Google’s Call-Only Ads Are Vanishing: What it Means for You

If you rely on phone calls from Google Ads, there’s an important change coming that you should know about.

Google has announced that call-only ads are going away. These were the ads where clicking automatically called your business. Going forward, Google wants advertisers to use regular search ads that include a phone number, instead of ads built only for calls.

This change won’t break your Google Ads, but ignoring it could cost you phone leads.

What’s Changing

Google is phasing out call-only ads in two steps:

  • February 2026: You won’t be able to create new call-only ads anymore
  • February 2027: Existing call-only ads will stop showing entirely

If you do nothing, those ads will simply stop working.

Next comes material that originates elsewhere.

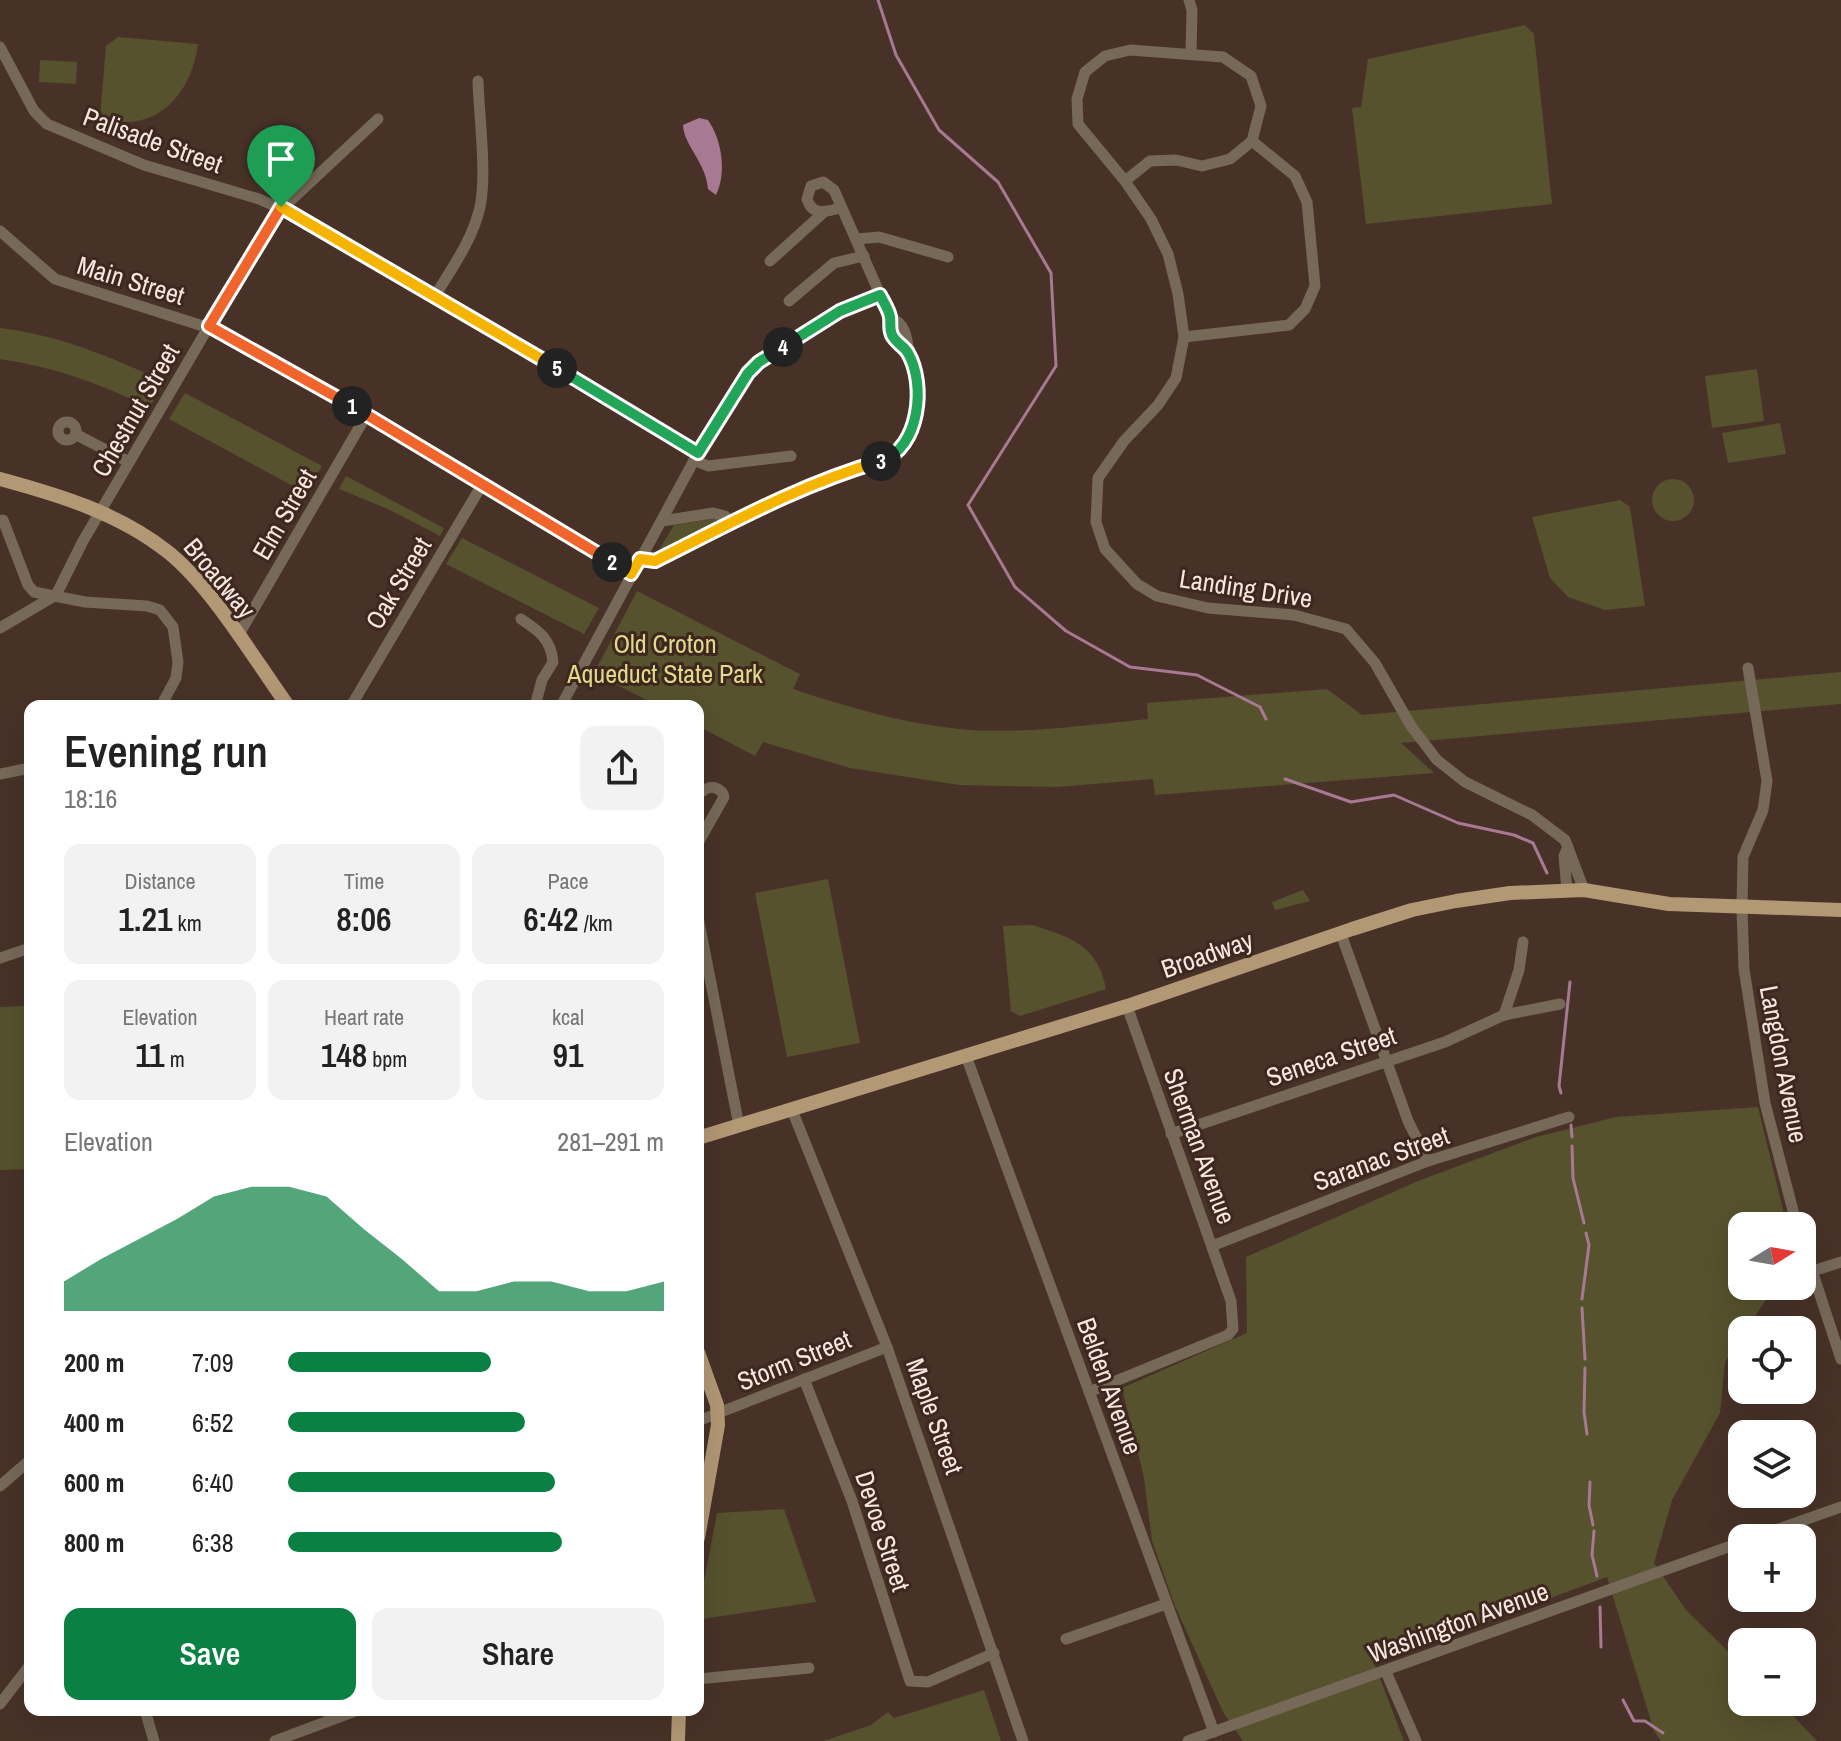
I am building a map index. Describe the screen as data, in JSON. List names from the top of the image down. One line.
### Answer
{"streets":{"main road":["Broadway"],"street":["Palisade Street","Main Street","Chestnut Street","Elm Street","Oak Street","Landing Drive","Seneca Street","Langdon Avenue","Sherman Avenue","Saranac Street","Storm Street","Belden Avenue","Maple Street","Devoe Street","Washington Avenue"]},"crossings":[["Palisade Street","Chestnut Street"],["Main Street","Chestnut Street"],["Main Street","Elm Street"],["Main Street","Oak Street"],["Chestnut Street","Broadway"],["Elm Street","Broadway"],["Broadway","Landing Drive"],["Broadway","Langdon Avenue"],["Broadway","Sherman Avenue"],["Broadway","Belden Avenue"],["Broadway","Maple Street"],["Seneca Street","Sherman Avenue"],["Sherman Avenue","Saranac Street"],["Sherman Avenue","Belden Avenue"],["Storm Street","Maple Street"],["Storm Street","Devoe Street"],["Belden Avenue","Washington Avenue"],["Maple Street","Devoe Street"]],"parks":["Old Croton Aqueduct State Park"],"north":"right","page":{"pins":["4","5","1","3","2"],"heading":["Evening run","18:16"],"stats":[["Distance","1.21 km"],["Time","8:06"],["Pace","6:42 /km"],["Elevation","11 m"],["Heart rate","148 bpm"],["kcal","91"]],"chart":["Elevation","281–291 m"],"map_buttons":["+","−"],"list":[{"name":"200 m","note":"7:09"},{"name":"400 m","note":"6:52"},{"name":"600 m","note":"6:40"},{"name":"800 m","note":"6:38"}],"buttons":["Save","Share"]}}
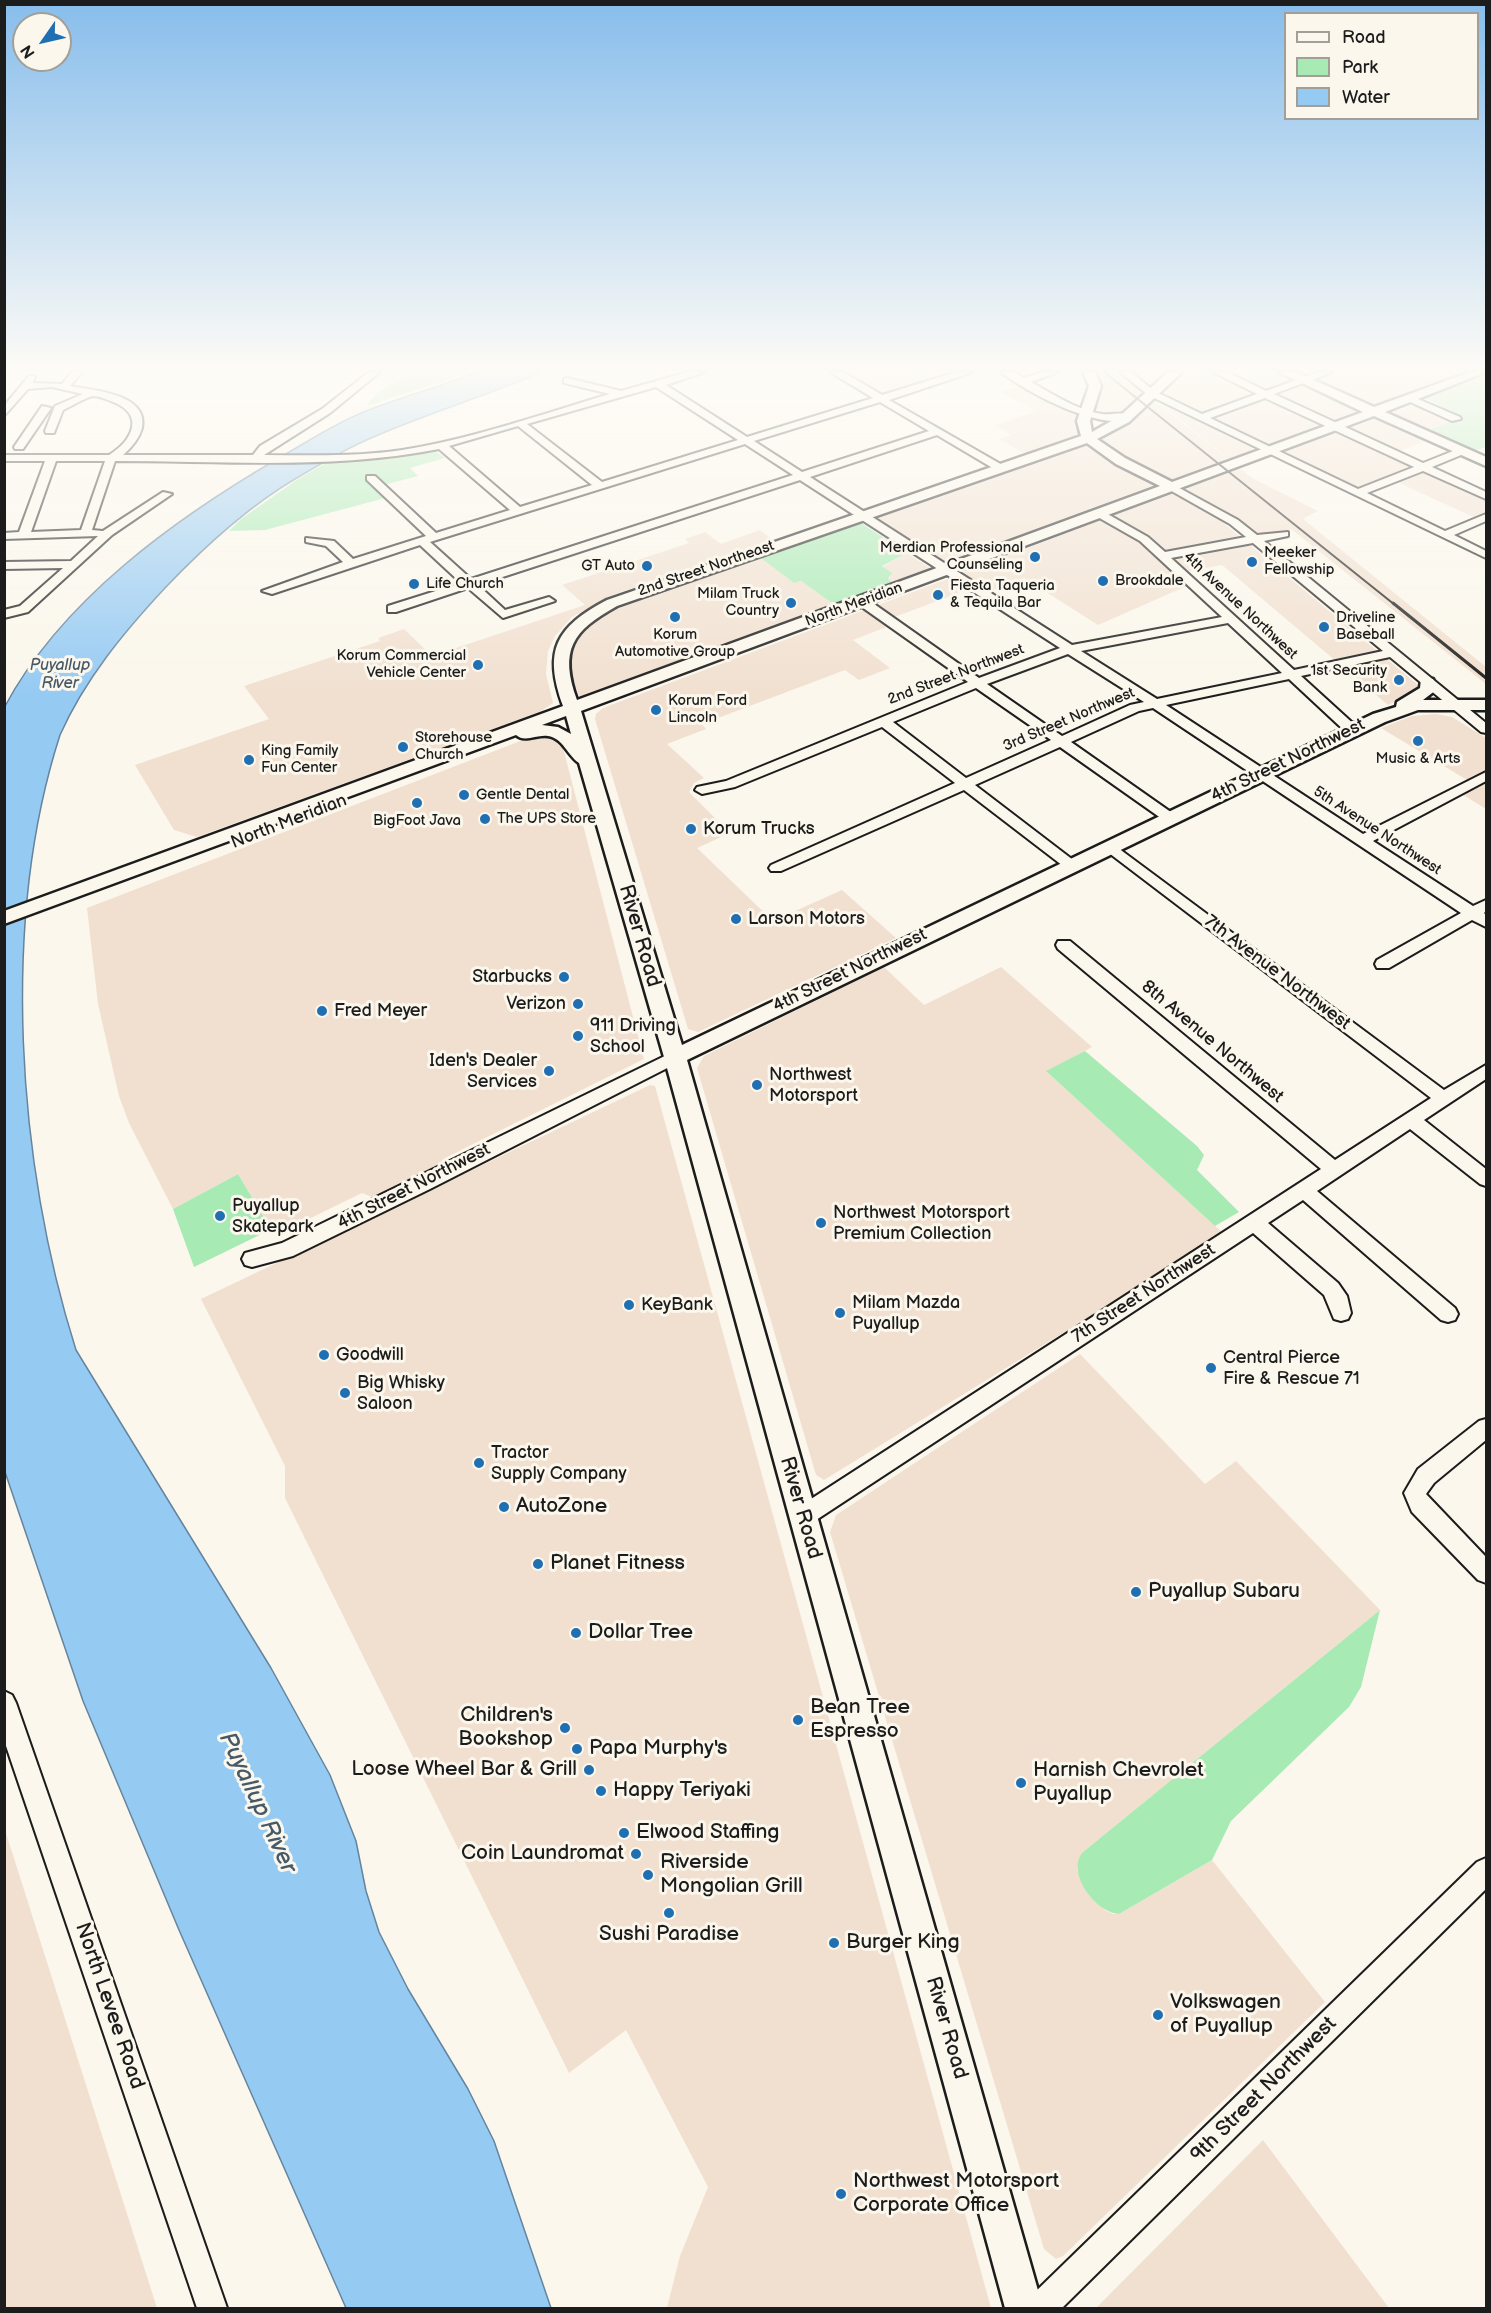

What Is Google Replacing Them With?

Instead of call-only ads, Google wants businesses to regular Google search ads plus a phone number attached to them. These are called “responsive search ads with call assets”. Here’s how they work:

  • Your ad can still show a phone number
  • People can still call you directly
  • But your ad can also send people to your website if that makes more sense for them

Google decides which option to show based on what it thinks the searcher is most likely to do.

Why Google Is Making This Change

Google’s goal is simple: fewer ad types, more automation, better results.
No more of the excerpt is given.